EXERCISE OBJECTIVE -
Send each entry back exactly as given, pictures excluded.

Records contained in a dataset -

'''

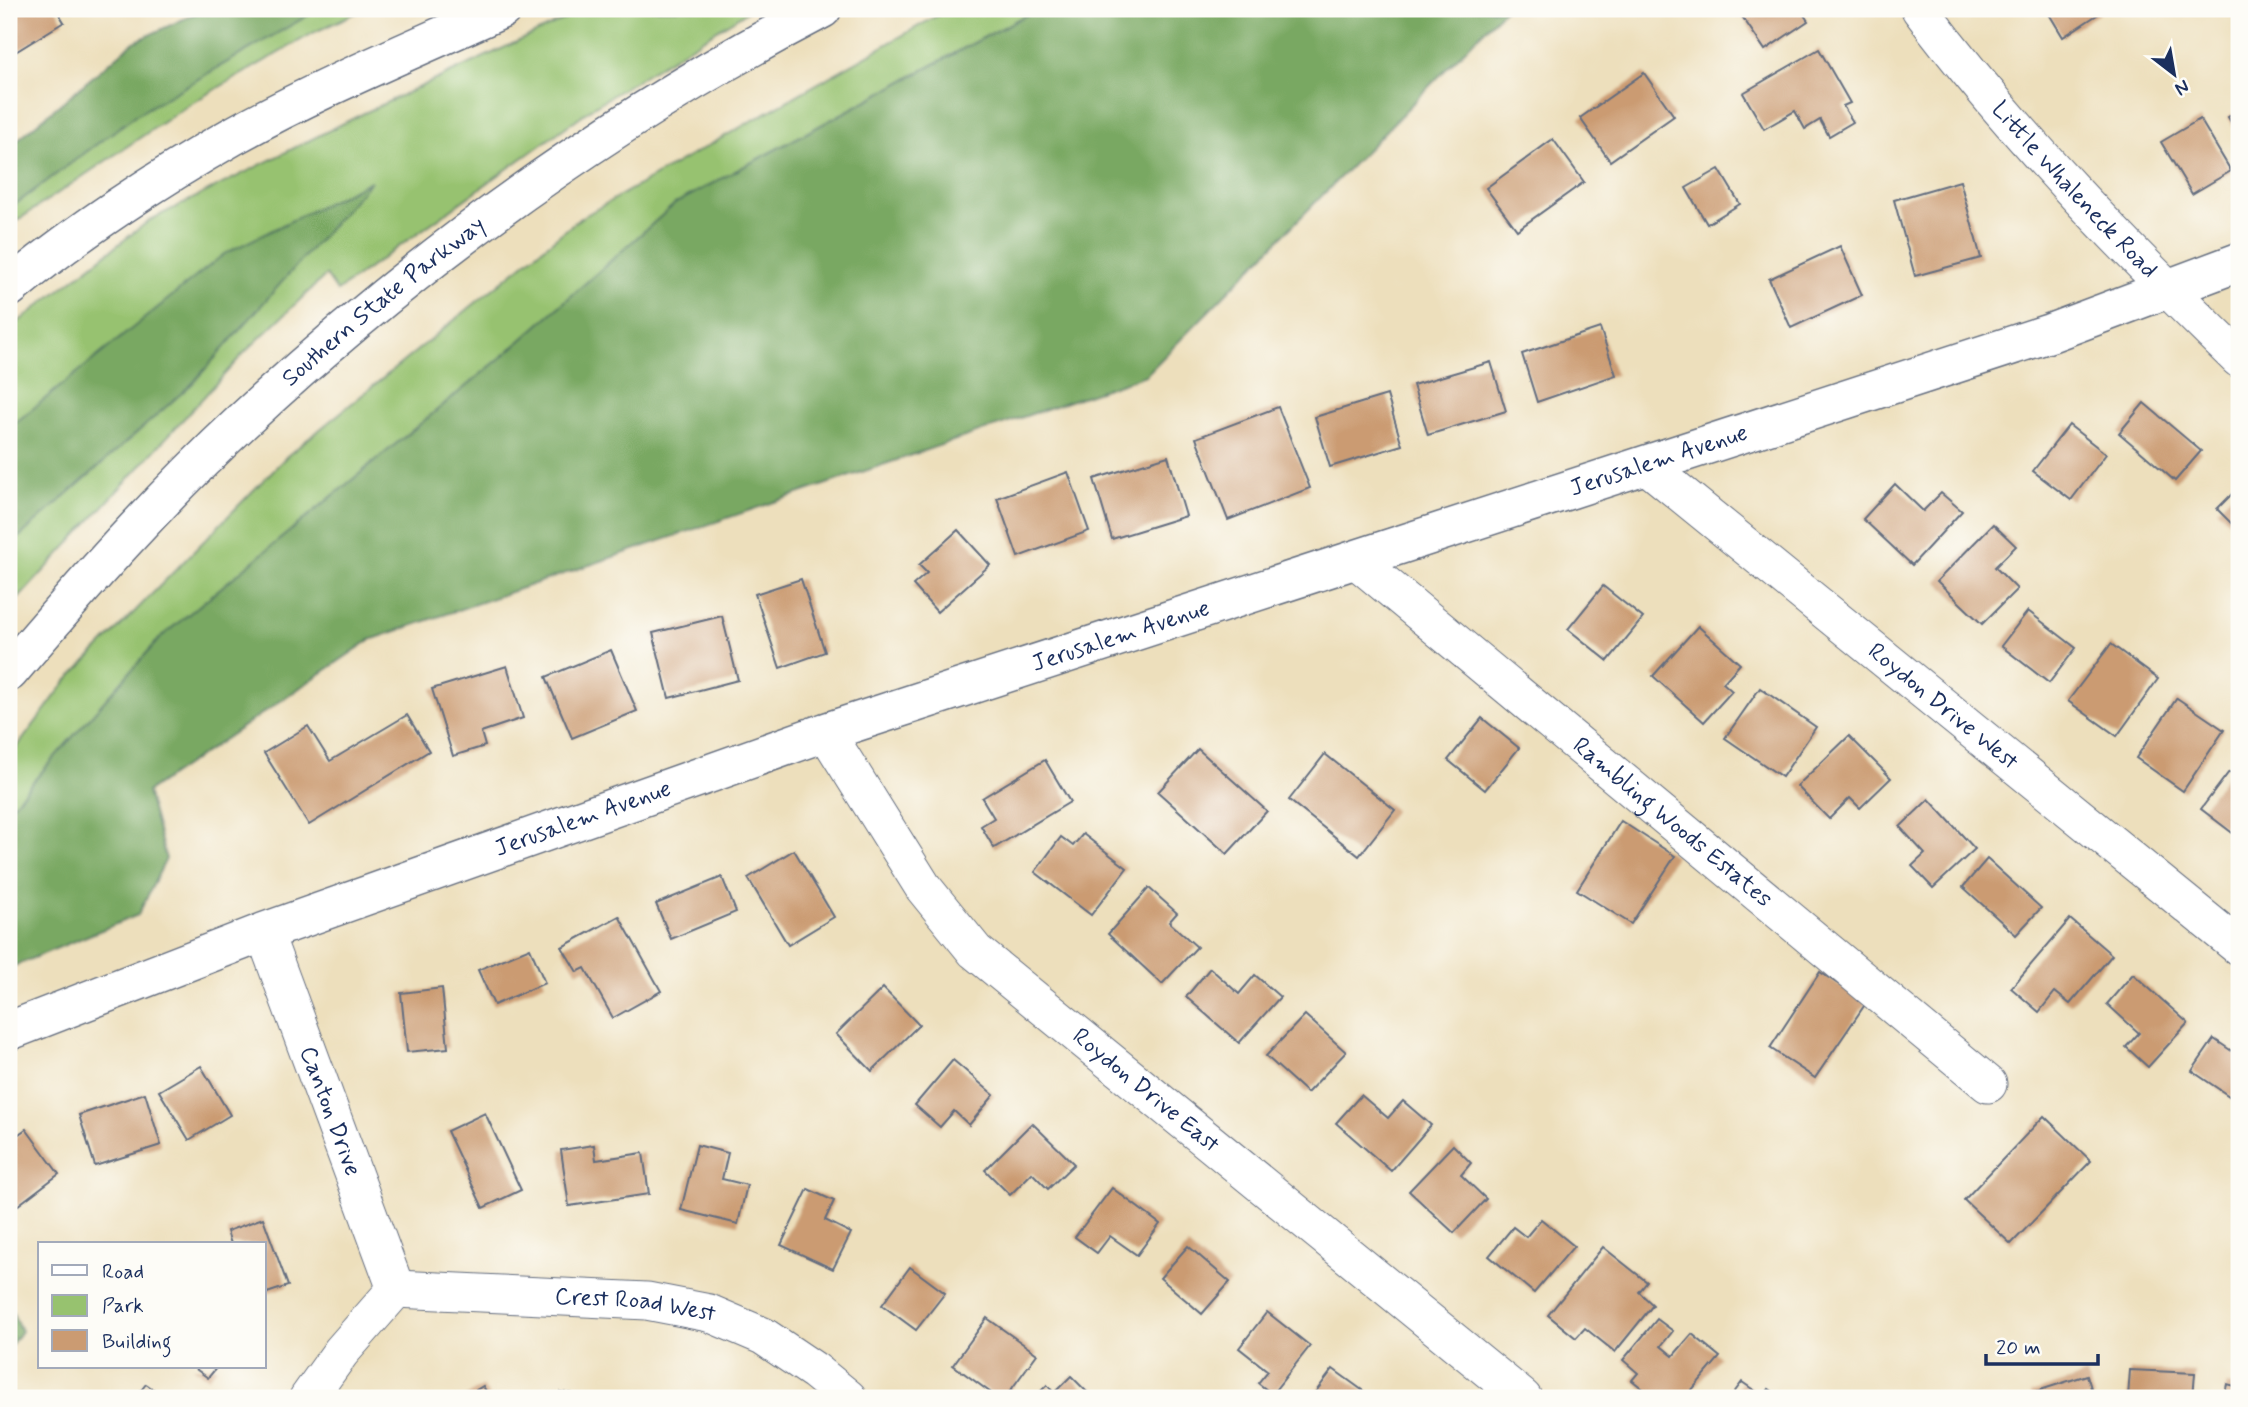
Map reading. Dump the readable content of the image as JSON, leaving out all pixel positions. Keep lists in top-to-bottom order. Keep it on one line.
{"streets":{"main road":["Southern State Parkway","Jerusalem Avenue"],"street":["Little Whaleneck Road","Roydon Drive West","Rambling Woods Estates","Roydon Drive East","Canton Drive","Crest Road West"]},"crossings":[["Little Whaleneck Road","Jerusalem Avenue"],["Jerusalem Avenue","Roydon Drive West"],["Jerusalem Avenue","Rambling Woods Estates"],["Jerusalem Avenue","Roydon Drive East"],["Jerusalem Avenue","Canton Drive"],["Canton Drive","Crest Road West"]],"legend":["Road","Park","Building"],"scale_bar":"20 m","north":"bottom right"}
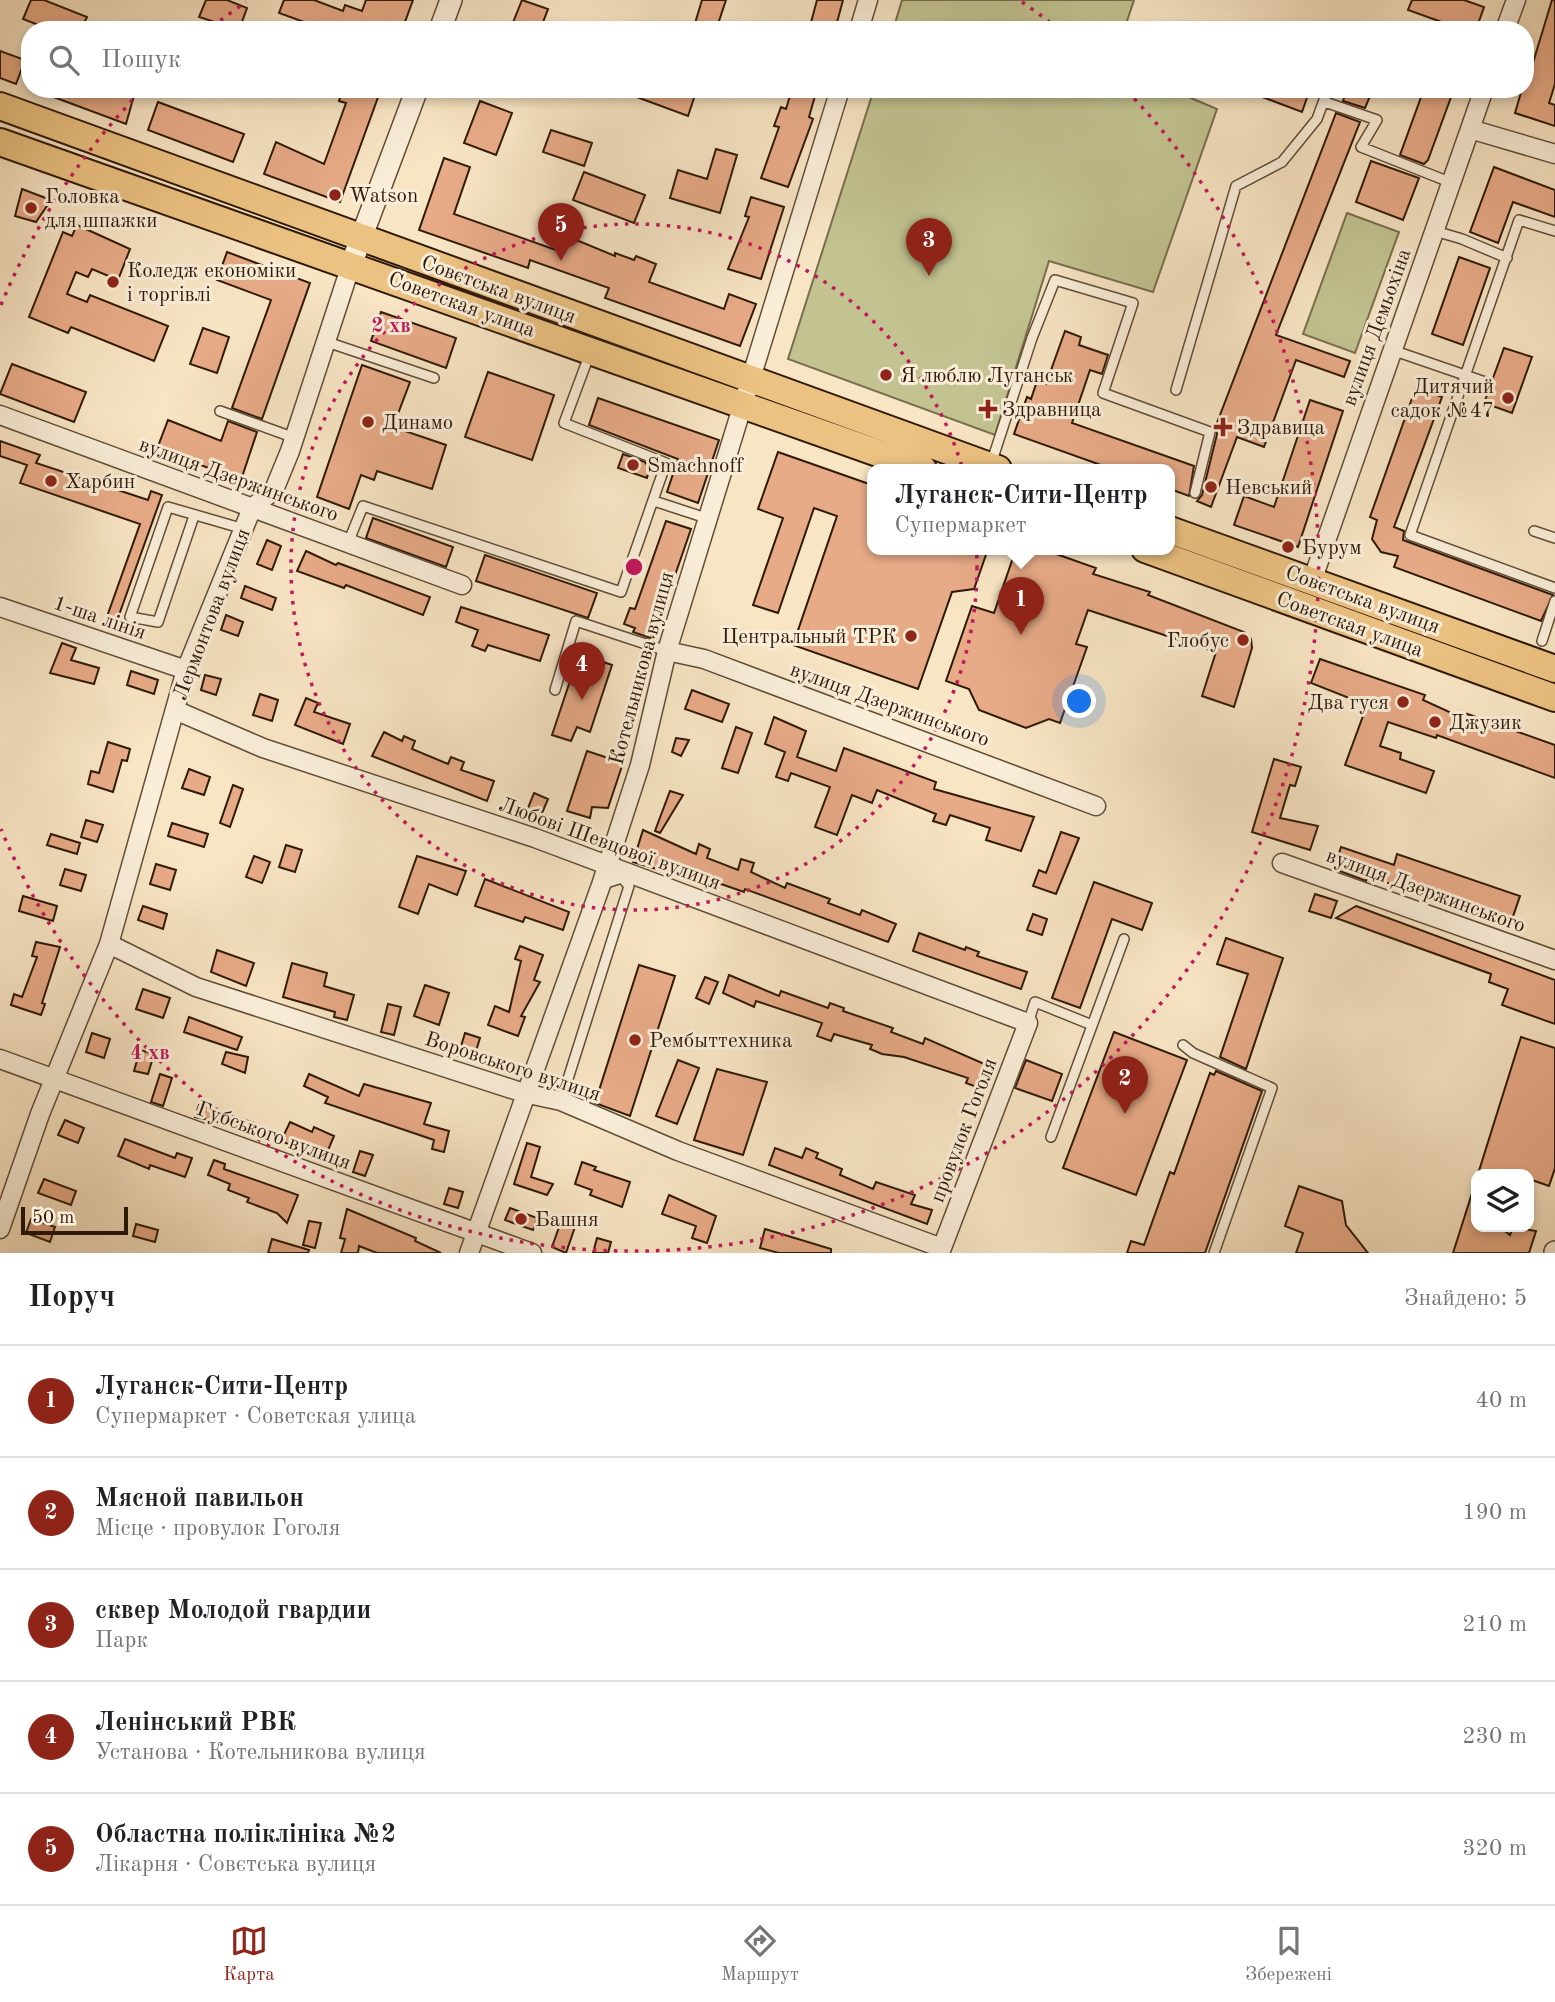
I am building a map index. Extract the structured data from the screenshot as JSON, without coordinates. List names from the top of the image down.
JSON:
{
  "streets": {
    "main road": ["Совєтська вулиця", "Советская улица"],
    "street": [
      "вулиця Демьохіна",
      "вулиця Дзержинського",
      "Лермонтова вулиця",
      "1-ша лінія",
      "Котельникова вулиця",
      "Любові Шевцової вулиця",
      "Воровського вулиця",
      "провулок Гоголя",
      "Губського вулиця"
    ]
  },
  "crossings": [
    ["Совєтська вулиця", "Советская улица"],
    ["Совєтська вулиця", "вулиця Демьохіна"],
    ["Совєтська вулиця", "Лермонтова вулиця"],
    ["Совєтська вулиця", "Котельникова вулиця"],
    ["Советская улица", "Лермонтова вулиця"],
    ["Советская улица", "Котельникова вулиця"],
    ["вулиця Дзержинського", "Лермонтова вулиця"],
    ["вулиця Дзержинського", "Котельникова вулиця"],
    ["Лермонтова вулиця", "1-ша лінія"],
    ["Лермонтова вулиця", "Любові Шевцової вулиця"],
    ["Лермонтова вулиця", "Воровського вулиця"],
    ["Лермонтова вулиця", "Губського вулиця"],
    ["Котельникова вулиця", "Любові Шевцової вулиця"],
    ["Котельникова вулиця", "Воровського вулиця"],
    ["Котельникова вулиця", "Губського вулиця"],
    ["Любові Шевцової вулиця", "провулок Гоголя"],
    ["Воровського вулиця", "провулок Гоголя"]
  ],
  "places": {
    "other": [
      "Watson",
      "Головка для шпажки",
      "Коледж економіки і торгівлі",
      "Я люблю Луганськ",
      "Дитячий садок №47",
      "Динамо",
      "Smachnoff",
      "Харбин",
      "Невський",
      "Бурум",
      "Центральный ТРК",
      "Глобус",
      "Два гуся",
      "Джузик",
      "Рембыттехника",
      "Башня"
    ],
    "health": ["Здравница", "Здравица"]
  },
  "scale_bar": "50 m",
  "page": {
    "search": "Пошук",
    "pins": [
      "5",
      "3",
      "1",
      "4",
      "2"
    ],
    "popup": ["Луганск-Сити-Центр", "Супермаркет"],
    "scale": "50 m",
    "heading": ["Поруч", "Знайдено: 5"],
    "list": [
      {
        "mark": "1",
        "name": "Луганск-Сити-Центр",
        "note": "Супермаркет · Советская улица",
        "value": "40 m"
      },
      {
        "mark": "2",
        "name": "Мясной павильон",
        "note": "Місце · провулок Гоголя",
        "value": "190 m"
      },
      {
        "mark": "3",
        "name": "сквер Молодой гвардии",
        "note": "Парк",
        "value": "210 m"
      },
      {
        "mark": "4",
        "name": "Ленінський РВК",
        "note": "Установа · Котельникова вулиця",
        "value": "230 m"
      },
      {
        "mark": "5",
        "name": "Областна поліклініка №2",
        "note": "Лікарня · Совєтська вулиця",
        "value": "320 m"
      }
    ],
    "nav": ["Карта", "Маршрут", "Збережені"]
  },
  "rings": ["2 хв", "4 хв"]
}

'''

RESPONSE FOR THIS EXERCISE -
Map reading. Dump the readable content of the image as JSON, leaving out all pixel positions. Keep lists in top-to-bottom order. Keep it on one line.
{"streets":{"main road":["Southern State Parkway","Jerusalem Avenue"],"street":["Little Whaleneck Road","Roydon Drive West","Rambling Woods Estates","Roydon Drive East","Canton Drive","Crest Road West"]},"crossings":[["Little Whaleneck Road","Jerusalem Avenue"],["Jerusalem Avenue","Roydon Drive West"],["Jerusalem Avenue","Rambling Woods Estates"],["Jerusalem Avenue","Roydon Drive East"],["Jerusalem Avenue","Canton Drive"],["Canton Drive","Crest Road West"]],"legend":["Road","Park","Building"],"scale_bar":"20 m","north":"bottom right"}
I am building a map index. Extract the structured data from the screenshot as JSON, without coordinates. List names from the top of the image down.
JSON:
{
  "streets": {
    "main road": ["Совєтська вулиця", "Советская улица"],
    "street": [
      "вулиця Демьохіна",
      "вулиця Дзержинського",
      "Лермонтова вулиця",
      "1-ша лінія",
      "Котельникова вулиця",
      "Любові Шевцової вулиця",
      "Воровського вулиця",
      "провулок Гоголя",
      "Губського вулиця"
    ]
  },
  "crossings": [
    ["Совєтська вулиця", "Советская улица"],
    ["Совєтська вулиця", "вулиця Демьохіна"],
    ["Совєтська вулиця", "Лермонтова вулиця"],
    ["Совєтська вулиця", "Котельникова вулиця"],
    ["Советская улица", "Лермонтова вулиця"],
    ["Советская улица", "Котельникова вулиця"],
    ["вулиця Дзержинського", "Лермонтова вулиця"],
    ["вулиця Дзержинського", "Котельникова вулиця"],
    ["Лермонтова вулиця", "1-ша лінія"],
    ["Лермонтова вулиця", "Любові Шевцової вулиця"],
    ["Лермонтова вулиця", "Воровського вулиця"],
    ["Лермонтова вулиця", "Губського вулиця"],
    ["Котельникова вулиця", "Любові Шевцової вулиця"],
    ["Котельникова вулиця", "Воровського вулиця"],
    ["Котельникова вулиця", "Губського вулиця"],
    ["Любові Шевцової вулиця", "провулок Гоголя"],
    ["Воровського вулиця", "провулок Гоголя"]
  ],
  "places": {
    "other": [
      "Watson",
      "Головка для шпажки",
      "Коледж економіки і торгівлі",
      "Я люблю Луганськ",
      "Дитячий садок №47",
      "Динамо",
      "Smachnoff",
      "Харбин",
      "Невський",
      "Бурум",
      "Центральный ТРК",
      "Глобус",
      "Два гуся",
      "Джузик",
      "Рембыттехника",
      "Башня"
    ],
    "health": ["Здравница", "Здравица"]
  },
  "scale_bar": "50 m",
  "page": {
    "search": "Пошук",
    "pins": [
      "5",
      "3",
      "1",
      "4",
      "2"
    ],
    "popup": ["Луганск-Сити-Центр", "Супермаркет"],
    "scale": "50 m",
    "heading": ["Поруч", "Знайдено: 5"],
    "list": [
      {
        "mark": "1",
        "name": "Луганск-Сити-Центр",
        "note": "Супермаркет · Советская улица",
        "value": "40 m"
      },
      {
        "mark": "2",
        "name": "Мясной павильон",
        "note": "Місце · провулок Гоголя",
        "value": "190 m"
      },
      {
        "mark": "3",
        "name": "сквер Молодой гвардии",
        "note": "Парк",
        "value": "210 m"
      },
      {
        "mark": "4",
        "name": "Ленінський РВК",
        "note": "Установа · Котельникова вулиця",
        "value": "230 m"
      },
      {
        "mark": "5",
        "name": "Областна поліклініка №2",
        "note": "Лікарня · Совєтська вулиця",
        "value": "320 m"
      }
    ],
    "nav": ["Карта", "Маршрут", "Збережені"]
  },
  "rings": ["2 хв", "4 хв"]
}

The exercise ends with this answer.